At the Center for Respiratory and Sleep Disorders, we provide several therapies for insomnia. Whenever they are offered we attempt to collaborate closely with the patient’s primary care physician and mental health professional. These therapies include:

Drug Therapy
Sleep Restriction
Cognitive Behavioral Therapy and Stimulus Control Therapy
Light Therapy
Medicines – Drug Therapy

There are several medicines on the market which are very effective in causing sleepiness. They are effective in treating insomnia. Physicians prescribe these drugs often, and they work for many people. They are particularly helpful for insomnia which has not been present for a long time.

Sometimes treating other illnesses with medications is effective for insomnia, too. This is true especially for disorders such as depression and anxiety. Many persons who are effectively treated for these experience an improvement in sleep, as well. Some of the medicines which are used for these problems tend to cause sleepiness as a side effect. By using this side effect to our advantage we are able to effectively treat both problems.

Sleep Restriction
Sleep Restriction is a very effective non-drug therapy for chronic insomnia. Sleep restriction therapy involves the therapeutic use of sleep deprivation. By limiting the amount of sleep a person attains on a given day, the person becomes more sleepy the next day. This is continued for a few to several days. At that point, nightime sleepiness increases enough to allow the person to fall asleep. Sleep may be restricted to as few to 5 hours per night.

Sleep Restriction should only be prescribed by sleep physicians who have experience in its use.

This is one of the therapies which we prescribe at The Center for Respiratory and Sleep Disorders. When it is used, we follow the patient on a weekly basis.

Stimulus control therapy
Stimulus control therapy involves the development of an environment and atmosphere which promotes sleep. Many people who have chronic insomnia have developed habits which are not conducive to a restful night. Insomnia evaluation and treatment must address these issues to determine if a change in behavior is necessary.

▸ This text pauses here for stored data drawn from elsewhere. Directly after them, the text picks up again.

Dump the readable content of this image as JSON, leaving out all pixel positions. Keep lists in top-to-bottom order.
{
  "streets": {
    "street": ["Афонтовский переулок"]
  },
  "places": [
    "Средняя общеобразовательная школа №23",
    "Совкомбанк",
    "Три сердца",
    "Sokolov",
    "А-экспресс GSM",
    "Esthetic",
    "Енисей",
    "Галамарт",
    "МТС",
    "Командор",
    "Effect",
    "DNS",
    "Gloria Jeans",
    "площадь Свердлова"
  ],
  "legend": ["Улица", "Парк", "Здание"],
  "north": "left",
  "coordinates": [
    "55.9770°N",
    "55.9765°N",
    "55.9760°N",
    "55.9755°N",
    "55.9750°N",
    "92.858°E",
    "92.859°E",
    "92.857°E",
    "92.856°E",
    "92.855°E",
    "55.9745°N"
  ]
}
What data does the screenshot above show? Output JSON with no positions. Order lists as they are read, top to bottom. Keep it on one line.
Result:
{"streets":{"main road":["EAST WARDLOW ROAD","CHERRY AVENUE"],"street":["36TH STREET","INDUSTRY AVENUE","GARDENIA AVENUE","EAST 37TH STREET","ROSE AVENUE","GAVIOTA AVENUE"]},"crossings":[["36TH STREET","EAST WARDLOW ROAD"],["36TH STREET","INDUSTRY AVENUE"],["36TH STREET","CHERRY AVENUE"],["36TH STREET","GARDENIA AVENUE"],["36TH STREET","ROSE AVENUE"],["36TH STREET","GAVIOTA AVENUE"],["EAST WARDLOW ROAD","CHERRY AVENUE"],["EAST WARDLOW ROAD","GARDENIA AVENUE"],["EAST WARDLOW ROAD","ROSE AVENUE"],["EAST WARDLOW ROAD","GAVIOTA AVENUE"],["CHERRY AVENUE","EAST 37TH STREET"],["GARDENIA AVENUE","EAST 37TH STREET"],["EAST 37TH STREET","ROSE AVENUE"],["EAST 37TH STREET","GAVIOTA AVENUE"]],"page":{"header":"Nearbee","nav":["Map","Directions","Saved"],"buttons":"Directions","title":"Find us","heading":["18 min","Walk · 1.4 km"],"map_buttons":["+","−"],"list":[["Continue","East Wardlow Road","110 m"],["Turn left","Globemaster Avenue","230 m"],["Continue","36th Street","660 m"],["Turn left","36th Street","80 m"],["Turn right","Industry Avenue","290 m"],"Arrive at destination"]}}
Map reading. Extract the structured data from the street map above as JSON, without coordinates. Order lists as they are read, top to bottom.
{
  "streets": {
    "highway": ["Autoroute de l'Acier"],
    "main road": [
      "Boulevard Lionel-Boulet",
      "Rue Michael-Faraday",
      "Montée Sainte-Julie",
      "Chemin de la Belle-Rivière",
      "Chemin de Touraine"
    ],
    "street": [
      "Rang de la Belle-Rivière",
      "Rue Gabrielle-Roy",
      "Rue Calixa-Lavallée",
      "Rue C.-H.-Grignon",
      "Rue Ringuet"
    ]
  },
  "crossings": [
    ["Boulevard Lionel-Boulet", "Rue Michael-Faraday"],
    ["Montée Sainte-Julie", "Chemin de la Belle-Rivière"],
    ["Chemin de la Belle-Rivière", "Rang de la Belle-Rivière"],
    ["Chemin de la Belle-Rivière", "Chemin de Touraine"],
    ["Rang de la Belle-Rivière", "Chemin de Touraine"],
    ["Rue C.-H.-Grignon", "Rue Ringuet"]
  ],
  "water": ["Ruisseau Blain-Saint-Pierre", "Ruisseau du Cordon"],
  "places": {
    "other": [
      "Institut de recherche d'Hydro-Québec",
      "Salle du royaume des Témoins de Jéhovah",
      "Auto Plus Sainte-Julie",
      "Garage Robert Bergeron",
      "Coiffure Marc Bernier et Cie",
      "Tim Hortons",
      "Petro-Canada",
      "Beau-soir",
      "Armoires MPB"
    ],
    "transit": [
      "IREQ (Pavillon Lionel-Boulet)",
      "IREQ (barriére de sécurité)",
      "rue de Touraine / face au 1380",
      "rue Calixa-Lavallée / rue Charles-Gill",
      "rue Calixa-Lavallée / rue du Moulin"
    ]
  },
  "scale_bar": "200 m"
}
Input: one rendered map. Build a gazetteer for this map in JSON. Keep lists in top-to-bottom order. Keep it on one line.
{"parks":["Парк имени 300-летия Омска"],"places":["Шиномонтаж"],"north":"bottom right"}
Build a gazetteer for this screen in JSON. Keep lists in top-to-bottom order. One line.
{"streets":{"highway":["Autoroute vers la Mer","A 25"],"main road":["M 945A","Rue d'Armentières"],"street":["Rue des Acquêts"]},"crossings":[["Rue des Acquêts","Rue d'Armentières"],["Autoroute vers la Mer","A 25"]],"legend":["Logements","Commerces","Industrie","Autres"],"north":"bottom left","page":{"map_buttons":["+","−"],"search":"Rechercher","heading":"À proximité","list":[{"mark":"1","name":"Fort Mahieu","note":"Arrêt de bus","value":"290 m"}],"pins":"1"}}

Cognitive behavioral therapy (CBT)
Cognitive behavioral therapy for insomnia involves learning ways to cope with issues which inhibit sleep. It employs several components including changes in schedule, changes in behavior and sleep habits. CBT employs non-drug therapies to improve sleep. However, use of CBT does not mean that medicines are not helpful. In some patients both CBT and medicines are used. CBT therapies may be used alone, or may be used along with medicines to treat insomnia. Some CBT techniques include:

Strict Sleep Scheduling
Avoidance of Naps
Sleep Restriction
Stimulus Control Instructions
Sleep Hygiene Instruction (teaching good sleep habits)

Light therapy
Because our “body clocks” are “set” by light, we sometimes can use light to help us sleep. By using bright light given at the correct time of day, we are able to help initiate sleep at night. This therapy may also be effective in some cases of depression. At the Center for Respiratory and Sleep Disorders we assist patients in the use of this therapy.